File Formats 2a Minutes
Notes on session File Formats 2A
Discussion on the formulation and application of “FAIR” principles of data (Findable, Accessible, Interoperable and Reusable) for ORSO standard reduced data files
- agreement that historical information is needed on provenance (who was the experimenter, when, etc) even if this is not part of the analysis needs
JS: from an earlier session, there was agreement that not all data/metadata needs to be in one file, but that there can be links or references to other sources of data.
AG: completeness can refer just to the reflectometry part of the data, not necessarily to the sample information and quantities not needed for analyzing reflectometry data.
short discussion on how facility data policy affects FAIR principles:
JS: data are currently freely available at PSI for immediate download, but in the near future will be immediately embargoed (even from access by instrument responsibles) for 3 years.
this embargo can be opted out by the user
leads to situation where instrument responsibles are asking for data access for every experiment from the users
makes “accessible” part of FAIR hard
AR: while some papers are now requiring supporting or raw data for publications, they frequently cannot handle the large data sets that actually happen. So users rely on facilities to host the data.
- quite a few facilities make it difficult to lift the access barriers to data.
BM: surprised that data are being more locked down, given the spreading of FAIR principles
AG: this change in policy is because of FAIR (trying to apply rules that were never really enforced, while trying to meet FAIR requirements)
short discussion on “correctness” of terminology used:
JS: we are wanting to define things as physical quantities in the files when they really are not, e.g.

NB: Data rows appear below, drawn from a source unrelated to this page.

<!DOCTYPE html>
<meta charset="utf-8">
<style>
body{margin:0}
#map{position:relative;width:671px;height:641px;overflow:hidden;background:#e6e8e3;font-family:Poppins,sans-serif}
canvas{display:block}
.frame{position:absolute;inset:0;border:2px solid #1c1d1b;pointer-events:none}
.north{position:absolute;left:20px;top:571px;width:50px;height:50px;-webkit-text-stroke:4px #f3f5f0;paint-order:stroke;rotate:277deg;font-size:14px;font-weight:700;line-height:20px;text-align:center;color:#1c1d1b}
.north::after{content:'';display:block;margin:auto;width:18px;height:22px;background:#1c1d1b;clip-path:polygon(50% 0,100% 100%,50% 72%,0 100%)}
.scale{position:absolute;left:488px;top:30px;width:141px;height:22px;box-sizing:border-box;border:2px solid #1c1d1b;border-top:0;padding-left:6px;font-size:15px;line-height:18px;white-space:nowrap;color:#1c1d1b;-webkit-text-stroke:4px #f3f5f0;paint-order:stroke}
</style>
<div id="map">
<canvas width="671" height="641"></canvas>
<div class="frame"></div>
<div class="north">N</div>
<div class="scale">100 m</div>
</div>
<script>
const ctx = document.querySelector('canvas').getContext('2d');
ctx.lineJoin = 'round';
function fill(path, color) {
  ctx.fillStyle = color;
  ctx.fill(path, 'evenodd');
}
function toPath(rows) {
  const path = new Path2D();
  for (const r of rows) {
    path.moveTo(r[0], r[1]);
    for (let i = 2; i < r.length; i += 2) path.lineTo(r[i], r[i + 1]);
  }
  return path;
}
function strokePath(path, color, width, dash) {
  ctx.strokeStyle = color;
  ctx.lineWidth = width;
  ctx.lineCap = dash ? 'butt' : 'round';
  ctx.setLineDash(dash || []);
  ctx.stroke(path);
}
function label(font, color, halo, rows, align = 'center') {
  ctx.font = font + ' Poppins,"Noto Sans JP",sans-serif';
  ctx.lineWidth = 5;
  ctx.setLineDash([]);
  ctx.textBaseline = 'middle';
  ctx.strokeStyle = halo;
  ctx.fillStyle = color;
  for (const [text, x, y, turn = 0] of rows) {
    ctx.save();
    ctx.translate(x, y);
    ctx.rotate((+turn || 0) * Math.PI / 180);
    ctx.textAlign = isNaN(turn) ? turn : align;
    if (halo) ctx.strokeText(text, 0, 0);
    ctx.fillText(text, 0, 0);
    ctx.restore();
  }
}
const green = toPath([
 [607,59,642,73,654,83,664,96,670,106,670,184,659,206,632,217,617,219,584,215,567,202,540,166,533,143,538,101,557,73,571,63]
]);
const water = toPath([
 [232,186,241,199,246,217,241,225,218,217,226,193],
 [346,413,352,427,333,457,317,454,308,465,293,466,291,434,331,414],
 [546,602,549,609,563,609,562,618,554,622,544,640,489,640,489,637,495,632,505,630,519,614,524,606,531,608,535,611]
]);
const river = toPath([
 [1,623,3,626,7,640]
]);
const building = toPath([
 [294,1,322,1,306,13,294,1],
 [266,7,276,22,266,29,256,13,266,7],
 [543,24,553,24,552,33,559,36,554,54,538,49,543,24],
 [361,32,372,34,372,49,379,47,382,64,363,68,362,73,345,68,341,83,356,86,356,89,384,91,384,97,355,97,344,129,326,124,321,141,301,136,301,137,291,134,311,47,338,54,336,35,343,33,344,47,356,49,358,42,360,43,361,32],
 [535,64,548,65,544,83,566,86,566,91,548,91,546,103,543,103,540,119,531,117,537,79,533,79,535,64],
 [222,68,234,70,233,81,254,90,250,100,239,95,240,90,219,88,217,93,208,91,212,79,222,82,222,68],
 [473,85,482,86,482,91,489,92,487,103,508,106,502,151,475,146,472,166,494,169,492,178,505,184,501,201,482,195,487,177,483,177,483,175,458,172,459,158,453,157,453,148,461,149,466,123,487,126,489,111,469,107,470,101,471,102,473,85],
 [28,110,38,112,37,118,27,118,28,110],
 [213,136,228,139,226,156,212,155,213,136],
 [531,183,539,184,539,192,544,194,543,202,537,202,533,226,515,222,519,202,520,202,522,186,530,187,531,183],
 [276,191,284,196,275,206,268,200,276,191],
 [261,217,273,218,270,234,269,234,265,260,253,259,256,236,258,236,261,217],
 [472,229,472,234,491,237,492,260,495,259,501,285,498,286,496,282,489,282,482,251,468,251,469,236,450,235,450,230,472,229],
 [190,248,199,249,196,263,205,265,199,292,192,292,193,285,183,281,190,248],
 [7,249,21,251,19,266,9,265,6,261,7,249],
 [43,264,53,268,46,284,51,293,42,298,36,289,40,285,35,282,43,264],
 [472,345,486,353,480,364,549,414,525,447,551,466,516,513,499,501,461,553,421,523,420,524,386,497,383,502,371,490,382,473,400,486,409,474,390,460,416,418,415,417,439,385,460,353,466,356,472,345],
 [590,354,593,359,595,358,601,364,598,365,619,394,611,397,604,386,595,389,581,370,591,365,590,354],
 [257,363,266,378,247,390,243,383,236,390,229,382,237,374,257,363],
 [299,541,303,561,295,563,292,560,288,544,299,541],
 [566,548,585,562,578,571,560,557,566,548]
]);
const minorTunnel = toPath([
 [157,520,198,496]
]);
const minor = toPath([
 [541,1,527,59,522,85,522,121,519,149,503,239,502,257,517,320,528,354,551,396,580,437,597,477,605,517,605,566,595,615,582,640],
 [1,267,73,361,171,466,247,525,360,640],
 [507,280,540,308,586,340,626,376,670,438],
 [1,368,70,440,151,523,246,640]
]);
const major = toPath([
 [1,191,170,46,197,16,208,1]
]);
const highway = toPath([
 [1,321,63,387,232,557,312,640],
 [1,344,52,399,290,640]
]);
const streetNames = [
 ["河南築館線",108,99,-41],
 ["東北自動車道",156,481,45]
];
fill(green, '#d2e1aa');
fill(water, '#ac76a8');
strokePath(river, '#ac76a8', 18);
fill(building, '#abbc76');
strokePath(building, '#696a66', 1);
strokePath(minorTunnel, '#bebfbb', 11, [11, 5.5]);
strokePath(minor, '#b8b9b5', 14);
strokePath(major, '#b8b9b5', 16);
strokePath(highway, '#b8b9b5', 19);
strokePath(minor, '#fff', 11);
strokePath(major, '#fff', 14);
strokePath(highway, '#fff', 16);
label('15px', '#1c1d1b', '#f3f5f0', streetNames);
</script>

R is not the true reflectivity of a sample but is combined with resolution effects etc.
AG: other techniques use the name of the physical quantity even when it is a measured quantity with resolution etc.
BM: correctness in terminology is less important to me than explicitness
resolution and “extended” or “derived” quantities
from previous discussion, A. Nelson and others may want lookup tables for Q resolution for each point (or in fact theta and lambda resolution tables for each point)

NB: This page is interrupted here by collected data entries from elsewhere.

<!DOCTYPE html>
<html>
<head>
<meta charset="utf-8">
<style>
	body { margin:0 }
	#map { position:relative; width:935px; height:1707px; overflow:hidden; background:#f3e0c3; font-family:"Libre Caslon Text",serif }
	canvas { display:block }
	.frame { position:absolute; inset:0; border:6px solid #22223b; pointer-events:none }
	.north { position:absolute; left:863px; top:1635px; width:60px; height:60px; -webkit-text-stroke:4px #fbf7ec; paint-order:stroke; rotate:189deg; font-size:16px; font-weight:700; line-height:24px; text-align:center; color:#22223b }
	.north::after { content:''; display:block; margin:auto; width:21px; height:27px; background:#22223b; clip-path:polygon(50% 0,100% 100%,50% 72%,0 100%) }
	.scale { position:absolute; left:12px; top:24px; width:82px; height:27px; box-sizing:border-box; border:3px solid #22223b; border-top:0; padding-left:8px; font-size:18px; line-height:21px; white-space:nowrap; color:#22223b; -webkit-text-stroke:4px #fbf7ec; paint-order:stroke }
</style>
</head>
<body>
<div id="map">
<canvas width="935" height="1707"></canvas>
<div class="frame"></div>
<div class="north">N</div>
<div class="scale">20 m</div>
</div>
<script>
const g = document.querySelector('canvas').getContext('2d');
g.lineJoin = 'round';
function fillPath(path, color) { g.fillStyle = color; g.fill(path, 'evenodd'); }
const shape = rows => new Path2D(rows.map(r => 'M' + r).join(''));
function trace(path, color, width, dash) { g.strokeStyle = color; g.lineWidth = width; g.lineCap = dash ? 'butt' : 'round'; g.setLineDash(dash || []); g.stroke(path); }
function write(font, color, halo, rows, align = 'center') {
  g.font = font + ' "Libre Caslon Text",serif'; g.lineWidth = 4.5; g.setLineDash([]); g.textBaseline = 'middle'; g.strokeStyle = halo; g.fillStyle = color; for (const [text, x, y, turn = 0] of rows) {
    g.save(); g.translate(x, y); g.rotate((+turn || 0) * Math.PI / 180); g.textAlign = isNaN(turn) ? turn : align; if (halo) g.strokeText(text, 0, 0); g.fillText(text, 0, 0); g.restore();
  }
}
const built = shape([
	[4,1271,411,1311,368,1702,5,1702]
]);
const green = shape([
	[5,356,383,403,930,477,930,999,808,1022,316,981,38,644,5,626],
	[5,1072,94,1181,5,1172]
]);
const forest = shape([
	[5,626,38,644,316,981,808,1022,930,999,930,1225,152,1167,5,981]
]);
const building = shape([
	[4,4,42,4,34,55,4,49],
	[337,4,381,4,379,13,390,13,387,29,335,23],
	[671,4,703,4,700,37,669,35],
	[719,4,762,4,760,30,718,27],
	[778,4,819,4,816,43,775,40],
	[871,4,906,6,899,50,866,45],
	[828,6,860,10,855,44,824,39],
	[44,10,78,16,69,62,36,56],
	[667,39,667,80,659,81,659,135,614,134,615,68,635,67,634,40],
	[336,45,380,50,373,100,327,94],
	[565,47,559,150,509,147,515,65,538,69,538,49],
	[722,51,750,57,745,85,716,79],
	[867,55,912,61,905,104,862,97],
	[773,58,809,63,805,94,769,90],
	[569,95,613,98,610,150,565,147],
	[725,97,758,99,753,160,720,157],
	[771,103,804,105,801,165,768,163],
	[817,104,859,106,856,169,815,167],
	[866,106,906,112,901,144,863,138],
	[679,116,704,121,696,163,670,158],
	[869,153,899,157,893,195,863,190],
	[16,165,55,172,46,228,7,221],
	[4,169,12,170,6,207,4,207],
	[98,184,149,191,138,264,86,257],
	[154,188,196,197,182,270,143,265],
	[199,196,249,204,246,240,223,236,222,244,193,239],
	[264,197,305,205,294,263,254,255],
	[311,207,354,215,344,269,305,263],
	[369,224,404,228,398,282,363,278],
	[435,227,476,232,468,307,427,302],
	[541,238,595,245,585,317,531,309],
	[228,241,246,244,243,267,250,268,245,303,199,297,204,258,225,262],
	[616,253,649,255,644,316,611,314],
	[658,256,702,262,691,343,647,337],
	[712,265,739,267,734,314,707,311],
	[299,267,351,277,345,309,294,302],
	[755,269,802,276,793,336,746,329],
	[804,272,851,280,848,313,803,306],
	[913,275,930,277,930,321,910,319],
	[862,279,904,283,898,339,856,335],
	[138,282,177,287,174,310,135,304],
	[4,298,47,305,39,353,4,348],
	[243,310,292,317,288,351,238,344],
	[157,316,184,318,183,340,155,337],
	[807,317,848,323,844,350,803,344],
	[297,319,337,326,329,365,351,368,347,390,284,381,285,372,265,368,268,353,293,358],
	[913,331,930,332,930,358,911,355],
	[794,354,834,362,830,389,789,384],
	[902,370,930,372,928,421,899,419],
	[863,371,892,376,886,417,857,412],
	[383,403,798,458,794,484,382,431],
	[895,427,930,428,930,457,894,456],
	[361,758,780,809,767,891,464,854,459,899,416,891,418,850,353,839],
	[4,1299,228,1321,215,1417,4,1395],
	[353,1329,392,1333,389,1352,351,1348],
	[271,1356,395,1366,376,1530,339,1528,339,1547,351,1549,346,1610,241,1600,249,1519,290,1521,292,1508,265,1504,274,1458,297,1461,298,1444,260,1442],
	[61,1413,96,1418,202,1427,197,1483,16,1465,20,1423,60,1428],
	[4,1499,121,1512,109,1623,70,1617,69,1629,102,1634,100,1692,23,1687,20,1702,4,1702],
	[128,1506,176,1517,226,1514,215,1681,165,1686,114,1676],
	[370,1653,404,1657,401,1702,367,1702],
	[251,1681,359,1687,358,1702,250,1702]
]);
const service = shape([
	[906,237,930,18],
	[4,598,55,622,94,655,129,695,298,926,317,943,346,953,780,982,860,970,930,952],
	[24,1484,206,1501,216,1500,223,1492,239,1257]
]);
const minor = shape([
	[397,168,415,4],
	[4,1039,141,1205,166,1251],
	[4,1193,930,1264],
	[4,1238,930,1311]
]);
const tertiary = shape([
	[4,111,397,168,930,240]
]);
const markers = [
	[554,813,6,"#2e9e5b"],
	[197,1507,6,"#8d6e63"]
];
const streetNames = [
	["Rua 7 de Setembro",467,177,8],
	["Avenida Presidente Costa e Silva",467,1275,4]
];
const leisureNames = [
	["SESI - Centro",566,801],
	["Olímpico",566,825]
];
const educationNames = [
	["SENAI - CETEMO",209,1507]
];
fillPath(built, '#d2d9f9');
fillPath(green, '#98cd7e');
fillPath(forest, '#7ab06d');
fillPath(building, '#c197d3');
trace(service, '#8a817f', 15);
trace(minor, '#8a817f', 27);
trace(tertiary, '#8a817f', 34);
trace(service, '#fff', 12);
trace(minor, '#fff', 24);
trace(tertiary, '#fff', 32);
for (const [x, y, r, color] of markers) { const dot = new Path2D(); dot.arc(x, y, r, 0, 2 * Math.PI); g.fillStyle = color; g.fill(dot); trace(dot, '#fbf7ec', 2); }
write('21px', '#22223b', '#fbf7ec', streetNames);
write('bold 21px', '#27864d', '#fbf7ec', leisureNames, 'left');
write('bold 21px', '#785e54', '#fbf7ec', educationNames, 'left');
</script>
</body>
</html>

JS: this is too much for current analysis packages to handle
AR: software should support current capabilities and future needs.
- if Gaussian representation of resolution is one of our standard “required elements” in a data file, it could be included also (derived from the distribution)
JS: this raises a larger point about redundant information in a data file: do we need to identify which are “master” columns/quantities and which are “derived”
AR: some quantities are better-defined and more traceable, can we indicate which values are calculated and which ones are traceable (and calibrated?)
AR: being able to indicate “primary” x-coordinate and errors can be helpful
JS: do we need to house all raw data in reduced file to make it “reusable”?
- this can make the files quite large and complicated
AG: in modern files this is less of a concern
BM: in most discussions they are looking for metadata, not data when referring to reusability principle
AR: need version information on reduction operations used on the data (sometimes these operations are changed by the instrument responsibles at a later date – important to know which algorithms were used to produce reduced data)
documentation on data reduction modules is not easy to find in general (often just code, even when available)
can we develop a stylized language and descriptors to make documentation of reduction steps more clear?
On the question of reformulating the FAIR principles in the FF document
JS: should we reformulate the principles to represent what we are really going to be able to do?
AG: I would treat FAIR principles as more more high level requirements (not specific) that we try to achieve
JS: in previous discussions it was agreed that the minimum data set for reflectometry will have just Q and R – how does this meet requirements for principles?
BM: the goals of the FAIR principles and the goals of reducing data for a particular experiment can be separated
AG: the principles apply even for that case: when published, the reusable principle is important for readers of the paper, for checking results.
AR: should we identify levels of adequacy for various uses, based on levels of implementation of the standard?
Data from lab (benchtop) equipment
AR: for lab instruments, users want the same rich data they get from the custom facility instruments. It is hard to get people building commercial hardware to include rich and interoperable data.
There are a couple of big suppliers of X-ray equipment; they don’t engage with us and we don’t engage with them.
AG: if this working group approached the manufacturers, this might be useful.
AR: it might be a task for someone to try to figure out how to make contact with the companies, and make it clear that there is a benefit to them.
AR: we need the same standards for data from lab instruments (metadata, error bars, etc.) as from custom instruments
AG: people are willing to write translators for this benchtop equipment data (can it be shared generally?)
AR: it is good practice to enter metadata into e.g. filenames (sampel information) on benchtop equipment
JS: there are many details to keep track of, Soller slits, attenuators, etc.
AR: maybe we should gather information on what is written so far.
- for final session: identify people who know how to make contact with the companies.
- reformulate the principles
- circulate document by email for comments
- keep circulation list small at first (4-5)